0

Below is the NIFI setup and configuration:

NIFI VERSION: 1.11.4 2 node - zookeeper 1 node - zookeeper & NiFi 4 node - NiFi

There are no changes in nifi configuration or certificate installed on nifi. Suddenly cluster is going down by throwing lack of heart beat messages like mentioned below ERROR1.

ERROR1: when nifi is up

2023-02-13 07:45:31,432 INFO [Process Cluster Protocol Request-16] o.a.n.c.c.node.NodeClusterCoordinator Status of prd000000123:9443 changed from NodeConnectionStatus[nodeId=prd000000123:9443, state=CONNECTED, updateId=122] to NodeConnectionStatus[nodeId=prd000000123:9443, state=DISCONNECTED, Disconnect Code=Lack of Heartbeat, Disconnect Reason=Have not received a heartbeat from node in 88 seconds, updateId=131]

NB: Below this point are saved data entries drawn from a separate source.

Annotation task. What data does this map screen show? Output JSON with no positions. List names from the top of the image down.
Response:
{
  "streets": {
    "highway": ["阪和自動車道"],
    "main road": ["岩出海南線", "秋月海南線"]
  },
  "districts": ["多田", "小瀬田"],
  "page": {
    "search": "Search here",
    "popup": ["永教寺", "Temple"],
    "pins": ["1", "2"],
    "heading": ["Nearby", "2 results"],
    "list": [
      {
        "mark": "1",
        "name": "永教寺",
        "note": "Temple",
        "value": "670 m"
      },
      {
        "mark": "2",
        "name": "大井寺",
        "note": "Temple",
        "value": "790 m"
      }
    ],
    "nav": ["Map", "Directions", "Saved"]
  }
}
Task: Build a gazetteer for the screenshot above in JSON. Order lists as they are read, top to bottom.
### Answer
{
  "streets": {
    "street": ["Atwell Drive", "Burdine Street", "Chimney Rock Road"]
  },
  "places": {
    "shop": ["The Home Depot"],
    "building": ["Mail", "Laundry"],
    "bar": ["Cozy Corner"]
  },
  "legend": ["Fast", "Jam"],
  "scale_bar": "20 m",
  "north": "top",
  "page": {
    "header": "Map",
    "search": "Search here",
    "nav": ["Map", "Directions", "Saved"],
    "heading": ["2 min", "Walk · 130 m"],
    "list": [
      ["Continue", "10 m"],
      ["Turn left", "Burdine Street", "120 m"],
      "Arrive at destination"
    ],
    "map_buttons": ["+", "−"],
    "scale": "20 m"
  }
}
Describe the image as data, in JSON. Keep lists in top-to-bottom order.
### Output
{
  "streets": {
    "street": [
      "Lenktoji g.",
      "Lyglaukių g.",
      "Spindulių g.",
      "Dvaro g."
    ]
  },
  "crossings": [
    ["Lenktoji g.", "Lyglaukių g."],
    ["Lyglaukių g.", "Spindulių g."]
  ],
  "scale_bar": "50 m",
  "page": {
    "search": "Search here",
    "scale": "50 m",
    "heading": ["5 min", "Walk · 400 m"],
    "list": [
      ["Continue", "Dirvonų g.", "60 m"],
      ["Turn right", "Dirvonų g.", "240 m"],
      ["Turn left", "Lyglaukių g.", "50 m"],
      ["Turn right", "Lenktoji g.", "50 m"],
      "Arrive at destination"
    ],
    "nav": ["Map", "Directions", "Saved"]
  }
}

But when I restart NIFI it throws error as ERROR2. If I leave it for 3-4 hours then cluster gets formed. Can someone please help here, why this is happening?

NoConnectedNodesException Cluster failed processing request: org.apache.nifi.cluster.manager.exception.NoConnectedNodesException. Returning Internal Server Error response.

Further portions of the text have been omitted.